CIA Documents Sought on 1960’s Transfer| of Enriched Uranium From U.S. to Israel

     In the depths of the Cold War, a legendary Israeli spy made a visit to a Pennsylvania plant that processed government-supplied U-235 uranium into fuel for the U.S. Navy. Around the same time, hundreds of kilograms of uranium disappeared from the plant.
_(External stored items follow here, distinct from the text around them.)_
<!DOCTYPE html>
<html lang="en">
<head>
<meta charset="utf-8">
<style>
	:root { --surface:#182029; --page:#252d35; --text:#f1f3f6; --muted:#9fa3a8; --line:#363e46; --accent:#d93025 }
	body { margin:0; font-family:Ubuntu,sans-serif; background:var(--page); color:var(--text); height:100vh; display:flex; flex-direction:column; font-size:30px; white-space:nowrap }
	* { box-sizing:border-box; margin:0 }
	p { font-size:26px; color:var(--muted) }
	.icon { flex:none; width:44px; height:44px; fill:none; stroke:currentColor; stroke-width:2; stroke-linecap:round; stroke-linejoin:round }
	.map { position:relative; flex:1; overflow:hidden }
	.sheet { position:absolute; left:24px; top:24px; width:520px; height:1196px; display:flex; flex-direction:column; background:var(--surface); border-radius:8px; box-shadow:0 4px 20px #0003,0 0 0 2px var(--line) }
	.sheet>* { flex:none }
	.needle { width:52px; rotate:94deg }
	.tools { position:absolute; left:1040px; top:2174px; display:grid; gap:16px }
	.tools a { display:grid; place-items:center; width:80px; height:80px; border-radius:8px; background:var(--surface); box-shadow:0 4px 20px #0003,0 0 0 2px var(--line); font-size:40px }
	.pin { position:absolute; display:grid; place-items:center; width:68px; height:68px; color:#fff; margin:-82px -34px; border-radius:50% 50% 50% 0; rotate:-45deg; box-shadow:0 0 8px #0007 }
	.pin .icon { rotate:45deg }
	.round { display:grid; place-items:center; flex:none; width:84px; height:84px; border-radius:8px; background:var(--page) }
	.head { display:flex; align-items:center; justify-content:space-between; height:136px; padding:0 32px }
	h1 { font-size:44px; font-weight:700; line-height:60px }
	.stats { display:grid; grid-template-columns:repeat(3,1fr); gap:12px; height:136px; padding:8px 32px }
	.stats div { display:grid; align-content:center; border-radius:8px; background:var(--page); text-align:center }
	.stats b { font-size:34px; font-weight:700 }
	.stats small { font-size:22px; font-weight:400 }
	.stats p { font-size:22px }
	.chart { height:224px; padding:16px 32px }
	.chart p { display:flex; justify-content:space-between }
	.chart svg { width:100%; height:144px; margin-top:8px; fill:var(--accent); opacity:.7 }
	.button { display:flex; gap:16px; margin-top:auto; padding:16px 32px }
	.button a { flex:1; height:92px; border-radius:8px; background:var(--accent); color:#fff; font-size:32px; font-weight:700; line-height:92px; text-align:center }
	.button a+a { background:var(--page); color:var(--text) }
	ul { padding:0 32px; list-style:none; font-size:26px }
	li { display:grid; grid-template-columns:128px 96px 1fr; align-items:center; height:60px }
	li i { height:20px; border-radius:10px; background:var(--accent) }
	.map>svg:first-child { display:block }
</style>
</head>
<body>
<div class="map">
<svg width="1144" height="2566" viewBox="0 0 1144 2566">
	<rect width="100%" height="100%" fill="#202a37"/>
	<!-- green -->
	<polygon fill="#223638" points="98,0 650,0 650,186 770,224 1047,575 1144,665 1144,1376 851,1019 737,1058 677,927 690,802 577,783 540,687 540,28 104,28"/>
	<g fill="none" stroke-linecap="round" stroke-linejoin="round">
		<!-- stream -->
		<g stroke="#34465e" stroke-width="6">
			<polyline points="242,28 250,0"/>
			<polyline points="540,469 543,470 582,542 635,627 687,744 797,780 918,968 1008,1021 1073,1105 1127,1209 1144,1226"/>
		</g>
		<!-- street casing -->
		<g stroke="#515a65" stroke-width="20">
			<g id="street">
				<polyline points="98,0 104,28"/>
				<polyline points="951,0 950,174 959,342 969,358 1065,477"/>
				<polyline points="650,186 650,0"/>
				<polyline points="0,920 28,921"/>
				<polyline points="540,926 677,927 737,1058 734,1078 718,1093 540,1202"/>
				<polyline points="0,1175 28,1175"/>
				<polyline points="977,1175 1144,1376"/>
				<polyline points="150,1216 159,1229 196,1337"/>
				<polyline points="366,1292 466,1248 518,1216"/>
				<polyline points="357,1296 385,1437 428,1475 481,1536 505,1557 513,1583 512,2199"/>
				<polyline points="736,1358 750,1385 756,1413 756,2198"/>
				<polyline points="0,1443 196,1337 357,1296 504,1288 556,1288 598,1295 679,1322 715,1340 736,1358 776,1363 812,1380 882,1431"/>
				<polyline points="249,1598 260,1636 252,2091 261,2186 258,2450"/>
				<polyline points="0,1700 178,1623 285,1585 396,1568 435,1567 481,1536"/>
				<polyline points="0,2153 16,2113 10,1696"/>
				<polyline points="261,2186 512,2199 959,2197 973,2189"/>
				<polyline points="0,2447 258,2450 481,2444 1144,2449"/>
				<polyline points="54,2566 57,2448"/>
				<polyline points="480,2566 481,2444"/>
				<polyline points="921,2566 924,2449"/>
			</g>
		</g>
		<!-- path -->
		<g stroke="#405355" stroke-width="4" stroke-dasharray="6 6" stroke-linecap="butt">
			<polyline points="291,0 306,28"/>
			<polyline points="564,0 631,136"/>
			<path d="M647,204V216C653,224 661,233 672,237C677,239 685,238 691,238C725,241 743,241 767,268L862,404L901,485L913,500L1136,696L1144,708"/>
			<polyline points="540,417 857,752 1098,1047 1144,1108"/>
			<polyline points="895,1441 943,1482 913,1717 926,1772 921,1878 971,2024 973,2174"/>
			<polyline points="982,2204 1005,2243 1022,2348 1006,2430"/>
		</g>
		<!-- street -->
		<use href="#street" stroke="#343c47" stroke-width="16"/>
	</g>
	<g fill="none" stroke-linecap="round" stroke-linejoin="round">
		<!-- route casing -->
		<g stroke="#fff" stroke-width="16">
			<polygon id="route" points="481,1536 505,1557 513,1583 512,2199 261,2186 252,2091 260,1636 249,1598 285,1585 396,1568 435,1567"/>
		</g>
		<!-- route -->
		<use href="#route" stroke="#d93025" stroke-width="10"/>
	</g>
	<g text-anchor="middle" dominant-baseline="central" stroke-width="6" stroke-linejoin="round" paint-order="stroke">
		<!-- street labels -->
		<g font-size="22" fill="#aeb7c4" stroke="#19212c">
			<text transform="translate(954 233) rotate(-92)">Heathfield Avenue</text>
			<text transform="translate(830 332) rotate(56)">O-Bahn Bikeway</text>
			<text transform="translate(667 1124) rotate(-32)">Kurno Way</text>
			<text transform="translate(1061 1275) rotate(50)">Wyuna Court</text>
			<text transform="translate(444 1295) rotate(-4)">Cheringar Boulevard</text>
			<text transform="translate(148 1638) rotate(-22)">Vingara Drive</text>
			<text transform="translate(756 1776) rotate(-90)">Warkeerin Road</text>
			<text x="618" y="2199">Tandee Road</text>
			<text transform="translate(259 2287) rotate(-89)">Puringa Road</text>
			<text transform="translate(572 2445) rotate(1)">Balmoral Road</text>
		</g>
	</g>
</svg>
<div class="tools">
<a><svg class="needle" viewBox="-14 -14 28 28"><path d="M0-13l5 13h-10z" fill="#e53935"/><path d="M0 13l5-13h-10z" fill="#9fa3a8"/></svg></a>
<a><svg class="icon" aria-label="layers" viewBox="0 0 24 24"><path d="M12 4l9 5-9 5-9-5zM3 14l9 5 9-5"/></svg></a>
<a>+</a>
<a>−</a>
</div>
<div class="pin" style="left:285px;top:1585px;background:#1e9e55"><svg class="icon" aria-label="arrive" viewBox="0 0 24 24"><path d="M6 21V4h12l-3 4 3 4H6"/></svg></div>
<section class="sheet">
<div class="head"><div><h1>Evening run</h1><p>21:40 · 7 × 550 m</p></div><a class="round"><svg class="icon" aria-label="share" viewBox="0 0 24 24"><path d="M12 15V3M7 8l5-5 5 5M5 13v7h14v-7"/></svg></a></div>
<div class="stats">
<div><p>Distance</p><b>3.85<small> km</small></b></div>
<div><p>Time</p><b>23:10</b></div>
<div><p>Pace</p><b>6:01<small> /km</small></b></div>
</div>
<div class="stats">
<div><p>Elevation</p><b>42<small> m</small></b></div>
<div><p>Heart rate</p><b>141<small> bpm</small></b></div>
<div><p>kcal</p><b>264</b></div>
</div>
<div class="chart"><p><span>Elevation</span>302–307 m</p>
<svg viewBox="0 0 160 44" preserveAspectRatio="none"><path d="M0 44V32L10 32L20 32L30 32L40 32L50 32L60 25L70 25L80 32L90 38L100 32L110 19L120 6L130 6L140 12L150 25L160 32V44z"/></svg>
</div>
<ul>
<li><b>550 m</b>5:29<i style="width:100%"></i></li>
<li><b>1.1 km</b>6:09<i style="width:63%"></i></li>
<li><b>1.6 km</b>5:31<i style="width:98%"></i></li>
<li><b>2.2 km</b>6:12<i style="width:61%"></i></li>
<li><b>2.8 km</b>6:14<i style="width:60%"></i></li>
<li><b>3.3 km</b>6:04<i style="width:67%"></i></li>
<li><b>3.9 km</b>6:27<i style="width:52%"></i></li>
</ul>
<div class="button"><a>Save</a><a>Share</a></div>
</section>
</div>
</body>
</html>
     Traces of uranium were found outside Israel’s Dimona nuclear facility in the 1960’s and later revealed to carry the unique signature of uranium from the Pennsylvania plant.
     The mystery of how the uranium traveled from one place to the other is what a Washington-based researcher is trying to unravel through a federal court complaint filed Friday.
     The complaint asks for CIA files regarding “the unlawful diversion of U.S. government-owned weapons-grade uranium from the Nuclear Materials and Equipment Corporation (NUMEC) into the clandestine Israeli nuclear weapons program.”
     Filed by Grant Smith, who directs the Washington D.C. based Institute for Research: Middle Eastern Policy, the complaint follows Smith’s victory earlier this month winning release of a 1987 Defense Department report titled “Critical Technology Assessment in Israel and NATO Countries.”
     The report catalogues extensive cooperation between the U.S. and Israel in that nation’s clandestine development of a hydrogen bomb.
     In Friday’s complaint, Smith says, “Through 1968 more than 330 kilograms of highly enriched uranium disappeared from NUMEC. In 1968, Israel’s top spy Rafael Eitan visited the plant with his team of Israeli intelligence operatives under false pretenses at the invitation of the plant’s president, Zalman Shapiro.”
     The complaint describes a later scene, based on statements to the FBI by an eyewitness, where the plant owner and a set of accomplices were stuffing kilos of uranium into irradiators, often used for commercial applications, for rush shipment to Israel.
     In the action, Smith cites John Hadden, the CIA’s Tel Aviv station chief from 1963 to 1967, who told congressional investigators that “NUMEC had been an Israeli operation from the beginning.” In a 1978 BBC interview Hadden said that Eitan had been involved in the theft of the material from NUMEC. “They are pretty good at removing things,” he observed.
     Eitan also was the handler of Jonathan Jay Pollard, the American naval intelligence officer currently serving a life sentence for spying for Israel.
     Traces of enriched uranium found outside Israel’s Dimona nuclear facility in the mid-1960s were identified as having a signature unique to NUMEC. “The CIA was initially compelled by President Lyndon B. Johnson to suppress its findings about…Israel’s possession of nuclear weapons built with material diverted from NUMEC,” the complaint states.
     “The CIA has long taken the position that none of its ‘source’ files about NUMEC or derivative equity content can ever be made public,” Smith notes in his complaint. “It has issued blanket denials of Freedom of Information Act requests from the late 1970’s onward.”
     According to the complaint, “Some of CIA’s improperly retained records are almost certainly about internal investigations, particularly whether the agency or any of its operatives abetted the diversion of uranium from NUMEC.”
     Smith notes that under “mandatory document destruction guidelines,” the documents he seeks could be lost forever if they are not released now. Moreover, he writes, “U.S. taxpayers are being maneuvered into position to pay for a massive clean-up of the contaminated environs” of the defunct NUMEC plant, located in Apollo, Pennsylvania.
     “In January of 2015 the U.S. Army Corps of Engineers estimated the NUMEC cleanup will cost just under half a billion dollars over the next decade,” he said.
     The complaint was filed in U.S. District Court in Washington D.C. and assigned to Judge Tanya Chutkan.